PRI risks lawsuit with parent MPR over Marketplace Originally published in Current, May 1, 2000
By Steve BehrensAdmitting to a concern that Minnesota Public Radio will start competing with it as a program distributor, Public Radio International has filed suit to stop MPR's purchase of Marketplace. If the sale is not overturned, MPR will control both of PRI's top programs the other being MPR's own A Prairie Home Companion.
The University of Southern California, Marketplace's producer, is the defendant in PRI's suit, filed April 13 in federal court in St. Paul, but MPR is the ultimate opponent in a drama fraught with intense familial conflict. Bill Kling, president of MPR, fathered PRI he founded it 17 years ago. But the child has grown apart from the parent and six years ago announced it was moving onto the parent's turf program production by initiating The World and choosing another co-producer over MPR. Now PRI says it suspects its parent, MPR, will go into competition with it as a distributor.

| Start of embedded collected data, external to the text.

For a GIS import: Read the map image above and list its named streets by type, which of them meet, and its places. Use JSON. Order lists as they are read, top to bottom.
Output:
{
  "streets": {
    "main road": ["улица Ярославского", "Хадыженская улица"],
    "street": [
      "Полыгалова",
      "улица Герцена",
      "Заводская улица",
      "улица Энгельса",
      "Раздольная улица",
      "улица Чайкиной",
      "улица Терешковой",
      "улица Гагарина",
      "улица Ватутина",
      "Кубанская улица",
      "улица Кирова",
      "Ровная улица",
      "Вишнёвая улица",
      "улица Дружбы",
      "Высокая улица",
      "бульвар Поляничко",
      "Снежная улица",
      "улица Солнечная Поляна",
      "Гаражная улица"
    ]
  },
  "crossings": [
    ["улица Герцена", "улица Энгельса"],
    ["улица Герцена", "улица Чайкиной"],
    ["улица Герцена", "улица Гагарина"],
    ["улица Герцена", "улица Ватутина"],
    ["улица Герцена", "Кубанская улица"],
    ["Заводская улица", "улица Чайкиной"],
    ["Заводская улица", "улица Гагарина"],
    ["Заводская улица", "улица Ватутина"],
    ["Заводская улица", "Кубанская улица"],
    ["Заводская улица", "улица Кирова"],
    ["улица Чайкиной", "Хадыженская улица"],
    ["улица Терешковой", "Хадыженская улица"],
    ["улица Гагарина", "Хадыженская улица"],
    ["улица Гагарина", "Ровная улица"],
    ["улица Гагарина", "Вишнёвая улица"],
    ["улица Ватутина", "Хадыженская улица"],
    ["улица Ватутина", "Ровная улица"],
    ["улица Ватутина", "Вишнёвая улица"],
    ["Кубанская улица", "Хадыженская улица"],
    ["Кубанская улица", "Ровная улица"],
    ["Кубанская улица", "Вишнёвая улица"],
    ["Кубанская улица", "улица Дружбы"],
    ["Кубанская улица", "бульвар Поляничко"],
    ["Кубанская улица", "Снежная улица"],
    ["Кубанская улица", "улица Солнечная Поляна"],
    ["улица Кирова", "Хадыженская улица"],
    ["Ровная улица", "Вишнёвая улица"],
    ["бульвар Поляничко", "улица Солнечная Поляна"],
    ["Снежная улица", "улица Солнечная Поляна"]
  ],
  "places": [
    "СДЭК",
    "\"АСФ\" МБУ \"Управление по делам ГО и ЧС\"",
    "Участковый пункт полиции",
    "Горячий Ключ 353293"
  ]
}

If MPR succeeds in buying Marketplace, this is the threat that PRI foresees, according to its suit: "PRI will be forced to be a party to contracts with an entity moving towards becoming a competitor. Additionally, its competitive advantage as a programming distributor will be damaged."
Unless the parties settle before the time comes, PRI is scheduled to argue in court May 12 for a preliminary injunction against the sale of Marketplace and its spinoff Savvy Traveler. And under the involuntary termination clause of its Marketplace distribution contract, PRI argued in its lawsuit that USC must turn over control of the program. This second remedy could be tough to win. Under the contract, PRI would have to show that Marketplace's "ongoing integrity and success ... would be fundamentally undermined" by the sale to MPR.
PRI, USC and MPR won't comment on the situation, so it's hard to know whether it's a routine dispute among business partners that will be resolved amicably, or evidence of a bitter rift that cannot end happily and could severely wound PRI.
The three parties have assured public radio stations that Marketplace will continue to be produced, without interruption, but the suit could delay or block the major investment in the program that MPR could make and USC, its longtime owner, would not.
PRI says it has been a key provider for the program, thus far. Though USC Radio produces it in Los Angeles, the Minneapolis-based network has invested more than $1 million in developing the series and has since raised more than $20 million to keep it going, according to an affidavit by Lee Sheehy, PRI's senior v.p. of business and legal affairs.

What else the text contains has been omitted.